El Autobús Nocturno
El viento arremetía con fuerza contra las ramas de los árboles. Aquel hombre de mirada vacía, inexpresiva y rostro afilado, se subió la cremallera de la gabardina negra. Deslizó su mano dentro del bolsillo del abrigo por una superficie fina y fría. A estas horas de la madrugada, el frío comenzaba a dejar una fina capa de hielo en las lunas de los automóviles. La mayoría de los jóvenes bajaban erráticos y desorientados por la calle. Directos a las paradas de los autobuses nocturnos. Si se midiera la felicidad por el alcohol en sangre, estaba claro que había sido una gran noche.

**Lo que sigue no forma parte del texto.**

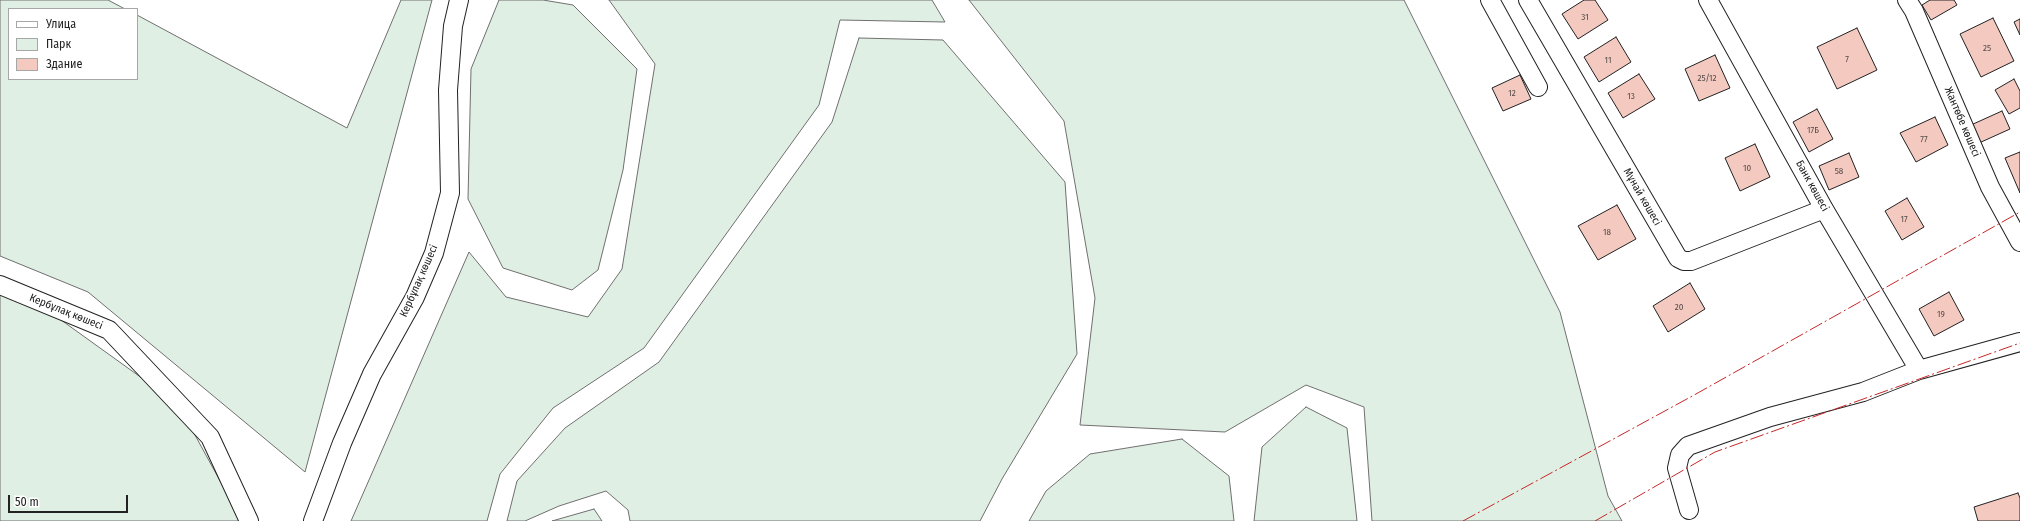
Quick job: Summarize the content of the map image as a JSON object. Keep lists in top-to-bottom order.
{
  "streets": {
    "street": [
      "Жантөбе көшесі",
      "Банк көшесі",
      "Мұнай көшесі",
      "Кербұлақ көшесі"
    ]
  },
  "crossings": [
    ["Банк көшесі", "Мұнай көшесі"]
  ],
  "house_numbers": [
    "31",
    "25",
    "7",
    "11",
    "25/12",
    "12",
    "13",
    "17Б",
    "77",
    "10",
    "58",
    "17",
    "18",
    "20",
    "19"
  ],
  "legend": ["Улица", "Парк", "Здание"],
  "scale_bar": "50 m"
}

Los autobuses aguardaban su hora de salida. Un grupo de chicos se despedían en ese momento frente a un semáforo. Un bocinazo asustó a un joven, subiéndose rápidamente a la acera. Apartado de la gente, se encontraba aquel hombre apoyado contra un árbol. Se ajustó la bufanda negra que pendía como un puente colgante en su robusto cuello. El frío era más intenso a esas altas horas de la madrugada. Su mirada se concentró en un joven solitario sentado en el bordillo de la acera. El chico mantenía la cabeza entre sus rodillas. En ese instante, un líquido salió disparado de su boca. La sustancia viscosa que yacía a sus pies era de un color rojizo, unos trozos uniformes se sumergían entre aquella densidad. Un rastro de saliva recorrió su barbilla hasta caer en el asfalto. En ese momento, el N13 abrió sus puertas.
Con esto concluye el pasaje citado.